▶ [Stored items from a collection]
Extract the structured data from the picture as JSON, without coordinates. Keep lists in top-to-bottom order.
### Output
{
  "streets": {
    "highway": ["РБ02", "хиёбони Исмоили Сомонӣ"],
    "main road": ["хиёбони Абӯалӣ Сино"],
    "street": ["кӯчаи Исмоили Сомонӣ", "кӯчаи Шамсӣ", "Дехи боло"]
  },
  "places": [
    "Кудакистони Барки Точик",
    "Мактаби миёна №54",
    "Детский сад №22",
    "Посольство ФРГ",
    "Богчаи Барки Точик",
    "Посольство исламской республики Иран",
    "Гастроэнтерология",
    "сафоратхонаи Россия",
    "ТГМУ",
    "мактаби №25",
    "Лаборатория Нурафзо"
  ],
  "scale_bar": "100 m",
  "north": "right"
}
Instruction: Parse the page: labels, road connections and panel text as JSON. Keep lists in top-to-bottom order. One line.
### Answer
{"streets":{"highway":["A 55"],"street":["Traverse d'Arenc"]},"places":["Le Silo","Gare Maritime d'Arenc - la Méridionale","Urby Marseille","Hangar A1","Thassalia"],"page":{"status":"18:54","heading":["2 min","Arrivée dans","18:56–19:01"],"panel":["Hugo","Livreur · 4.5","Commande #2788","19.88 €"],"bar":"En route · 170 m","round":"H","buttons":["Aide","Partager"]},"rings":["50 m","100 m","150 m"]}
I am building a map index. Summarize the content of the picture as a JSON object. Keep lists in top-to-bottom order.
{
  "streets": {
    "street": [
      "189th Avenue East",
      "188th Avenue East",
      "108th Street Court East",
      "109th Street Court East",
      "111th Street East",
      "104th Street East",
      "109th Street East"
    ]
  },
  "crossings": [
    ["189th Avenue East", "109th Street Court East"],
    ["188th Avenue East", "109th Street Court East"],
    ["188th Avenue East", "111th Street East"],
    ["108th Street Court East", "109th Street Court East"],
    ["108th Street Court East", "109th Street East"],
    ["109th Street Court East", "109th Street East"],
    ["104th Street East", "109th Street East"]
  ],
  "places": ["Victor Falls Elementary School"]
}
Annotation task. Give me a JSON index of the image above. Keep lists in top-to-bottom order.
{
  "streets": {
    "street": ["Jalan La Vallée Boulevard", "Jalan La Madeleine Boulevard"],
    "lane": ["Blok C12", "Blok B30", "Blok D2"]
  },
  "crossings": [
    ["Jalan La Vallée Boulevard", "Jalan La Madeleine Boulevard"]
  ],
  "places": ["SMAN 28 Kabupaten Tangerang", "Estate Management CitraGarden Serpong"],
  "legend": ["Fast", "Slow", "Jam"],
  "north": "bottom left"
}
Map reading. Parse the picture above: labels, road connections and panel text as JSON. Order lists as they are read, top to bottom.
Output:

▶ [Task to complete] Within the records, filter for lines that contain the word "labels" and show each one.

▶ [Output]
Instruction: Parse the page: labels, road connections and panel text as JSON. Keep lists in top-to-bottom order. One line.
Map reading. Parse the picture above: labels, road connections and panel text as JSON. Order lists as they are read, top to bottom.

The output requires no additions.